• _Task requirements_: Write out each line of the material exactly as given, and drop the images.

• _Exercise data_:

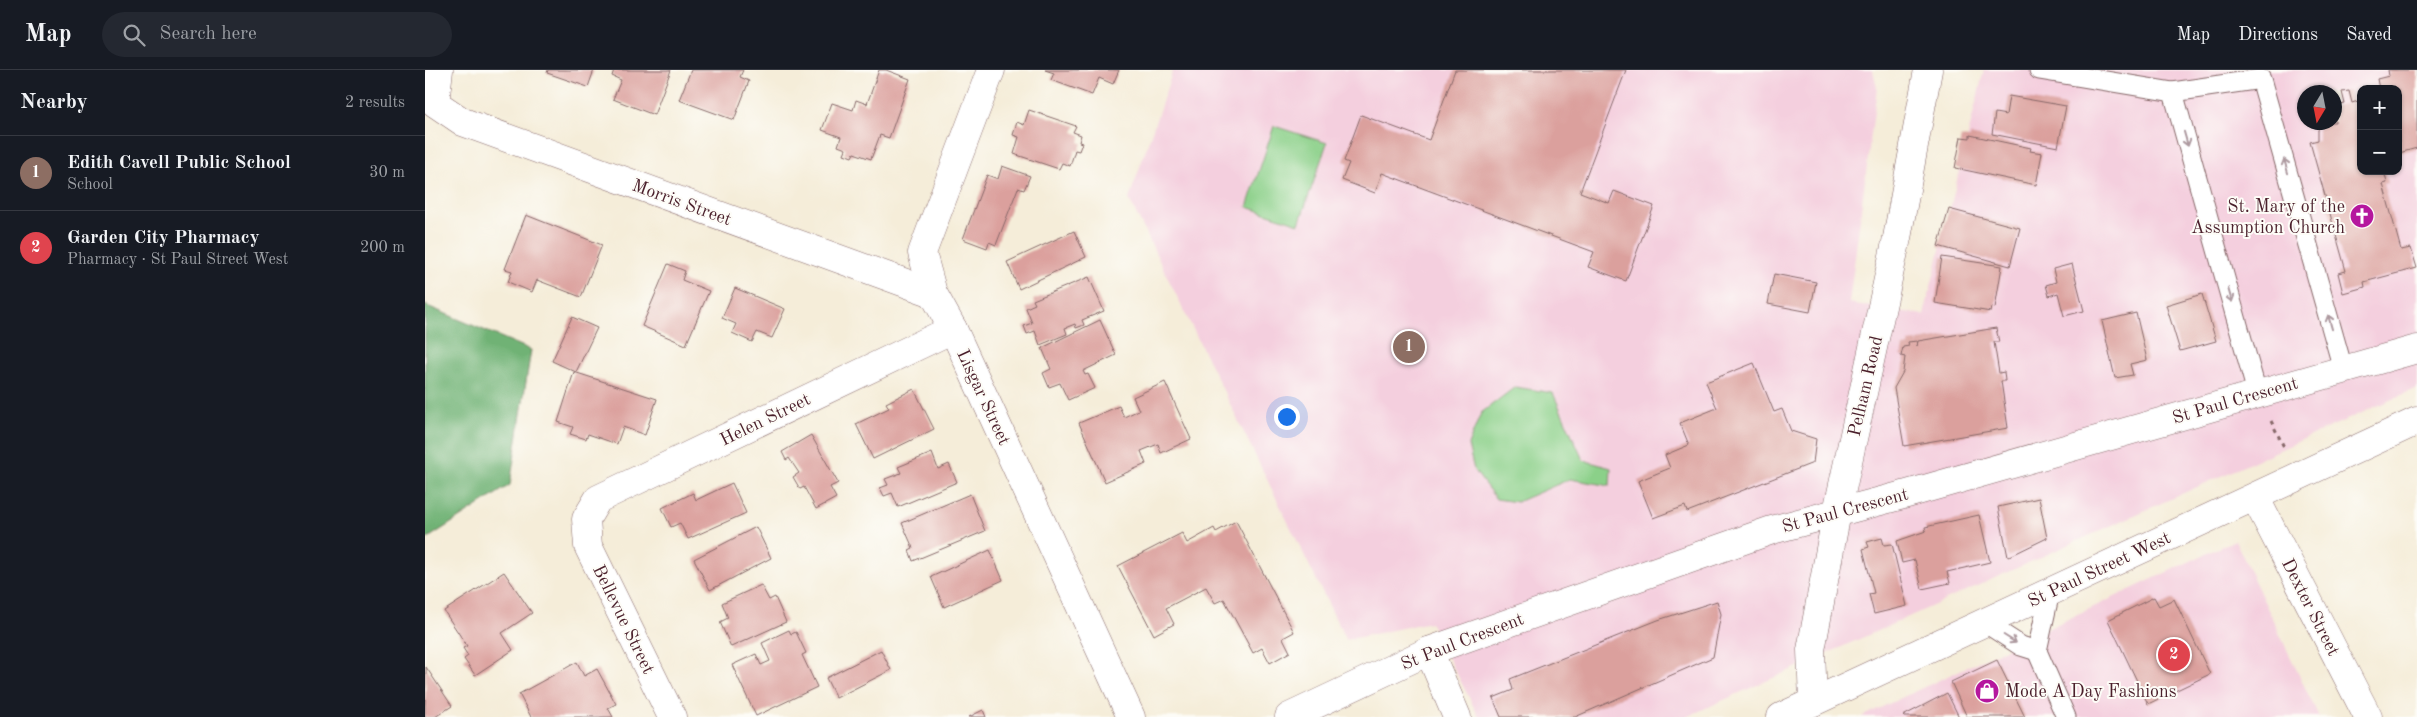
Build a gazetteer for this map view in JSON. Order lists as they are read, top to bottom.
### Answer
{
  "streets": {
    "street": [
      "Morris Street",
      "Pelham Road",
      "Lisgar Street",
      "St Paul Crescent",
      "Helen Street",
      "St Paul Street West",
      "Dexter Street",
      "Bellevue Street"
    ]
  },
  "crossings": [
    ["Morris Street", "Lisgar Street"],
    ["Pelham Road", "St Paul Crescent"],
    ["Pelham Road", "St Paul Street West"],
    ["Lisgar Street", "Helen Street"],
    ["Helen Street", "Bellevue Street"],
    ["St Paul Street West", "Dexter Street"]
  ],
  "places": {
    "church": ["St. Mary of the Assumption Church"],
    "shop": ["Mode A Day Fashions"]
  },
  "north": "bottom",
  "page": {
    "header": "Map",
    "search": "Search here",
    "nav": ["Map", "Directions", "Saved"],
    "heading": ["Nearby", "2 results"],
    "map_buttons": ["+", "−"],
    "list": [
      {
        "mark": "1",
        "name": "Edith Cavell Public School",
        "note": "School",
        "value": "30 m"
      },
      {
        "mark": "2",
        "name": "Garden City Pharmacy",
        "note": "Pharmacy · St Paul Street West",
        "value": "200 m"
      }
    ],
    "pins": ["1", "2"]
  }
}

• _Result of the task_:
Build a gazetteer for this map view in JSON. Order lists as they are read, top to bottom.
### Answer
{
  "streets": {
    "street": [
      "Morris Street",
      "Pelham Road",
      "Lisgar Street",
      "St Paul Crescent",
      "Helen Street",
      "St Paul Street West",
      "Dexter Street",
      "Bellevue Street"
    ]
  },
  "crossings": [
    ["Morris Street", "Lisgar Street"],
    ["Pelham Road", "St Paul Crescent"],
    ["Pelham Road", "St Paul Street West"],
    ["Lisgar Street", "Helen Street"],
    ["Helen Street", "Bellevue Street"],
    ["St Paul Street West", "Dexter Street"]
  ],
  "places": {
    "church": ["St. Mary of the Assumption Church"],
    "shop": ["Mode A Day Fashions"]
  },
  "north": "bottom",
  "page": {
    "header": "Map",
    "search": "Search here",
    "nav": ["Map", "Directions", "Saved"],
    "heading": ["Nearby", "2 results"],
    "map_buttons": ["+", "−"],
    "list": [
      {
        "mark": "1",
        "name": "Edith Cavell Public School",
        "note": "School",
        "value": "30 m"
      },
      {
        "mark": "2",
        "name": "Garden City Pharmacy",
        "note": "Pharmacy · St Paul Street West",
        "value": "200 m"
      }
    ],
    "pins": ["1", "2"]
  }
}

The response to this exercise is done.